Major league affiliations
- Team: None (1936–1937)

Minor league titles
- League titles (0): None
- Wild card berths (1): 1937

Team data
- Name: Sandusky Sailors (1936–1937)
- Ballpark: Medusa Park (1936–1937)

= Sandusky Sailors =

The Sandusky Sailors were a minor league baseball team based in Sandusky, Ohio. In 1937 and 1938, the Sailors played as exclusively as members of the Class D level Ohio State League, before the franchise relocated to become the Marion Presidents during the 1938 season. Sandusky hosted minor league home games at Medusa Park.

==History==
Minor league baseball began in Sandusky in 1887, when the Sandusky Suds played the season as members of the original Ohio State League, finishing in fourth place.
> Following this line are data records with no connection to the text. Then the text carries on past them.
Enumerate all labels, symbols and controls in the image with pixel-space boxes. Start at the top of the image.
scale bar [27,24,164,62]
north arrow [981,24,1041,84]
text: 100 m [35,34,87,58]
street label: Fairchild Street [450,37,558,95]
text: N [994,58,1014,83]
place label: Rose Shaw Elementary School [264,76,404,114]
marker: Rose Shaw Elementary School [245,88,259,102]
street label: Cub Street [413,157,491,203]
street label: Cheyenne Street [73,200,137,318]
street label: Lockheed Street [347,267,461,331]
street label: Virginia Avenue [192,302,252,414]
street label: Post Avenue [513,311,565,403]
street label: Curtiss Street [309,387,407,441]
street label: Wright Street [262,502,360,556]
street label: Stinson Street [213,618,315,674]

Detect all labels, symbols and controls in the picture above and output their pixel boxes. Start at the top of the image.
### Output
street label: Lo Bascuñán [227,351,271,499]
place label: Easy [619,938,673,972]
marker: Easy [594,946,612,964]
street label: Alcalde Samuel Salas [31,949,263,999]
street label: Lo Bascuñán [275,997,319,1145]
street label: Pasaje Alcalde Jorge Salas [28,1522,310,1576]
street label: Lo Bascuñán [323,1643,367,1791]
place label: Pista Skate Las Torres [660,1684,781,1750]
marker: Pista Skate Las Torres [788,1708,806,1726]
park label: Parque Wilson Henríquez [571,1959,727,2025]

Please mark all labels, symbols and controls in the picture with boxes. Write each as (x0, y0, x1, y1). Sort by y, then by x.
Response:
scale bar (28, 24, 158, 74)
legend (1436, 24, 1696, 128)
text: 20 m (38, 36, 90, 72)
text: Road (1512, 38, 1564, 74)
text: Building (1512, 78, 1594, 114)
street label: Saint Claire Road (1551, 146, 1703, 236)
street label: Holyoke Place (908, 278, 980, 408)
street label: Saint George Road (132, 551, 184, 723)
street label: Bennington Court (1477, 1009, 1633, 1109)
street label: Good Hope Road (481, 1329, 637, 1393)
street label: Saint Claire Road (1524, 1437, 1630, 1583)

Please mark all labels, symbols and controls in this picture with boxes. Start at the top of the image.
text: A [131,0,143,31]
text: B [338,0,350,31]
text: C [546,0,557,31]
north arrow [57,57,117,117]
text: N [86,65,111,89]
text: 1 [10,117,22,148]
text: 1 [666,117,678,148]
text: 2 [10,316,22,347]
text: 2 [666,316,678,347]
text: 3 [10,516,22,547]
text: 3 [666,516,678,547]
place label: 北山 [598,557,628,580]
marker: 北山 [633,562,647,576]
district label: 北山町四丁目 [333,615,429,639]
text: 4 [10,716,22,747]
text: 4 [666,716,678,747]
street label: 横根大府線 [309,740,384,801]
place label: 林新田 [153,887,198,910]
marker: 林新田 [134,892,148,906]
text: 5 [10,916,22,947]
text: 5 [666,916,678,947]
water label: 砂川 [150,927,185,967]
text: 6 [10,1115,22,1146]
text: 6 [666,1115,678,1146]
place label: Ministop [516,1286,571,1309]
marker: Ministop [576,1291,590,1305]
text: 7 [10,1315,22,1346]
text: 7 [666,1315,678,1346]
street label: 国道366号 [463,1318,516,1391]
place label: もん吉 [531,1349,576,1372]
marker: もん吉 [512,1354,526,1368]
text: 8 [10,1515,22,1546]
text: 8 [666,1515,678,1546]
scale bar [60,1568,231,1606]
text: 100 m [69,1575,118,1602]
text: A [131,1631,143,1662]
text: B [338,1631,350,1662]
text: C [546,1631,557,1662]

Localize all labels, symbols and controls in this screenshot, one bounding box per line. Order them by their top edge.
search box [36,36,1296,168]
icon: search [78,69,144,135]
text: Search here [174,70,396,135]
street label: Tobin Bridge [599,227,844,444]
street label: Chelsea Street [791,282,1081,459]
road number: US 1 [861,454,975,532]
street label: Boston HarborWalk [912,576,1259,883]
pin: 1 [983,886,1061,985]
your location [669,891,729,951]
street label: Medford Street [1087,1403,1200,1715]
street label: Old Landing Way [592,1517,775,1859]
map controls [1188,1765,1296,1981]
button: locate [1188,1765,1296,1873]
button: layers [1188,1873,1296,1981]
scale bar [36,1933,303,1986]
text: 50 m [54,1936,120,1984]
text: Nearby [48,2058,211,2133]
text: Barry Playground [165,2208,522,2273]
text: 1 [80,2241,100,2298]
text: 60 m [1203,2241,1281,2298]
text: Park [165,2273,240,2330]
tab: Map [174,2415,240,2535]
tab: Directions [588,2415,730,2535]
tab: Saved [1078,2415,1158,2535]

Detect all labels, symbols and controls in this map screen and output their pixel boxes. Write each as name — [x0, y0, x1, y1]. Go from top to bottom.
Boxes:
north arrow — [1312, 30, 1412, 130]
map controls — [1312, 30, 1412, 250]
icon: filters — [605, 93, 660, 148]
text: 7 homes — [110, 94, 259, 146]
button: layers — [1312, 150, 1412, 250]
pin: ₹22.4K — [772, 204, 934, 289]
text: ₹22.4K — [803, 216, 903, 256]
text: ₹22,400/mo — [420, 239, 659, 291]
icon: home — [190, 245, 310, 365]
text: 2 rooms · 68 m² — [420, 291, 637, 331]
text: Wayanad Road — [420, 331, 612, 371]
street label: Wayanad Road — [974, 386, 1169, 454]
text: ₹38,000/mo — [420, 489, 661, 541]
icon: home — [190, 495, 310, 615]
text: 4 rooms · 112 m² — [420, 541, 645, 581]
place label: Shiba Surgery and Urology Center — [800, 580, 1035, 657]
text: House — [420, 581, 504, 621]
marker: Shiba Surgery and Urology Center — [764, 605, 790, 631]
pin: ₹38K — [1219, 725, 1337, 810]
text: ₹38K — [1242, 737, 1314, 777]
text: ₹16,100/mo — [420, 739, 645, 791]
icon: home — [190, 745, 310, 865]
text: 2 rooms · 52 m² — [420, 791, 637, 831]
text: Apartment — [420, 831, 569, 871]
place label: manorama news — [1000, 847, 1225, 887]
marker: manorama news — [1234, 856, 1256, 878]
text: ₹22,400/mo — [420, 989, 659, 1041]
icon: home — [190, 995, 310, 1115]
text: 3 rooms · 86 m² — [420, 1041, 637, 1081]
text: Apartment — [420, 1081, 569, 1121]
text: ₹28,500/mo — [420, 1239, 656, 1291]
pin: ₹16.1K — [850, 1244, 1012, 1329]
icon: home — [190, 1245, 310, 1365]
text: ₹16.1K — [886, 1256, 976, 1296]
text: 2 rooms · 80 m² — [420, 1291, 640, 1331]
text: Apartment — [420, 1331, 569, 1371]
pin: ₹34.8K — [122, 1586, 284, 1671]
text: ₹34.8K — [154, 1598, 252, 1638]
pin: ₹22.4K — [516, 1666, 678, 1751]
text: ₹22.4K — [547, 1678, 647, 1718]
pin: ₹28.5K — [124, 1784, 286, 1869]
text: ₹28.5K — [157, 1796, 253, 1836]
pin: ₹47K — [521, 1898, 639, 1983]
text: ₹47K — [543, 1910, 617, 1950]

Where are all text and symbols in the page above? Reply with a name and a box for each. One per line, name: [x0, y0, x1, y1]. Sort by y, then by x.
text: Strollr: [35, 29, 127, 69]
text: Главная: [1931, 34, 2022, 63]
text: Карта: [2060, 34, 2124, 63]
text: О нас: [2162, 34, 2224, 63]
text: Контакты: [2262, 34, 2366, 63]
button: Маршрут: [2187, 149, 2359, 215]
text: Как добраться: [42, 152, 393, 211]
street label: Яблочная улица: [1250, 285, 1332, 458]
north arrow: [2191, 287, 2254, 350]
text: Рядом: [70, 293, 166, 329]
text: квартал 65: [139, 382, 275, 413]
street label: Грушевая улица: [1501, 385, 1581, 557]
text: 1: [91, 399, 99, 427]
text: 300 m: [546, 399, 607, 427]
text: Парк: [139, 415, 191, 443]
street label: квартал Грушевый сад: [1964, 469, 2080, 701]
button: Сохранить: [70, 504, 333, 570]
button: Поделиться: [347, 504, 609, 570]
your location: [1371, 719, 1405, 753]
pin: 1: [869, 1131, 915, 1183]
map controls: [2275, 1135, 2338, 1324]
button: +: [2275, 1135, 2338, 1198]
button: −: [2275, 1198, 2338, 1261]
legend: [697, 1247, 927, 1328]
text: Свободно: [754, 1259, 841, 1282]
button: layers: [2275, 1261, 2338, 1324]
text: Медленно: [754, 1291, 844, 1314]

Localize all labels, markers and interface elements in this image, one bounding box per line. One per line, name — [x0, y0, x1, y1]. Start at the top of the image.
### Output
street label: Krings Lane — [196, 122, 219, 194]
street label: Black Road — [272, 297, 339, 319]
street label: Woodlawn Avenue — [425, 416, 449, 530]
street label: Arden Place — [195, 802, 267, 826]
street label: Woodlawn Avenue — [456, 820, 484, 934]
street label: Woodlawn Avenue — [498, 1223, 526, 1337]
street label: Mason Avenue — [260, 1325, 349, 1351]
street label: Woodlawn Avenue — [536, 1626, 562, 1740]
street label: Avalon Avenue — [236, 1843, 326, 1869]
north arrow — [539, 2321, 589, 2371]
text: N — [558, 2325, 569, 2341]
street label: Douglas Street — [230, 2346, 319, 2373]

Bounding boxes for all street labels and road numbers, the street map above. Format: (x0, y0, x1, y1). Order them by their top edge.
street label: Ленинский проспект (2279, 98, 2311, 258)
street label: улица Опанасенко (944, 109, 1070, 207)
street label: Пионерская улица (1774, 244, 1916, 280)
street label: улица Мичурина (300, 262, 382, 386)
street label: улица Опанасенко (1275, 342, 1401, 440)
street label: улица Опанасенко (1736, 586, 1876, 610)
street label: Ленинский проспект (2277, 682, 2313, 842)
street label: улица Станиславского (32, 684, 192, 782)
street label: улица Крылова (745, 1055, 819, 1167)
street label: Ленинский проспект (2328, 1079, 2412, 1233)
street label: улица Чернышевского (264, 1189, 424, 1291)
The "Sailors" were preceded in minor league play by the 1893 Sandusky "Sandies" who played the season as members of the independent Ohio-Michigan League.

After a four decade hiatus from hosting minor league baseball, the 1936 Sandusky Sailors were formed and began play as members of the six–team Class D level Ohio State League. Joining Sandusky in the six–team Ohio State League in 1936 were the Fostoria Cardinals, Fremont Reds, Mansfield Tigers, New Philadelphia Red Birds and Tiffin Mud Hens teams, with the league beginning play on May 14, 1936.

The "Sailors" nickname corresponds to local history and geography. Sandusky is located on the Sandusky Bay and Lake Erie and has long been home to sailing. The Old Soldiers and Sailors Home was founded in Sandusky in 1886. Today, the Sandusky Sailing Club continues operation and memberships.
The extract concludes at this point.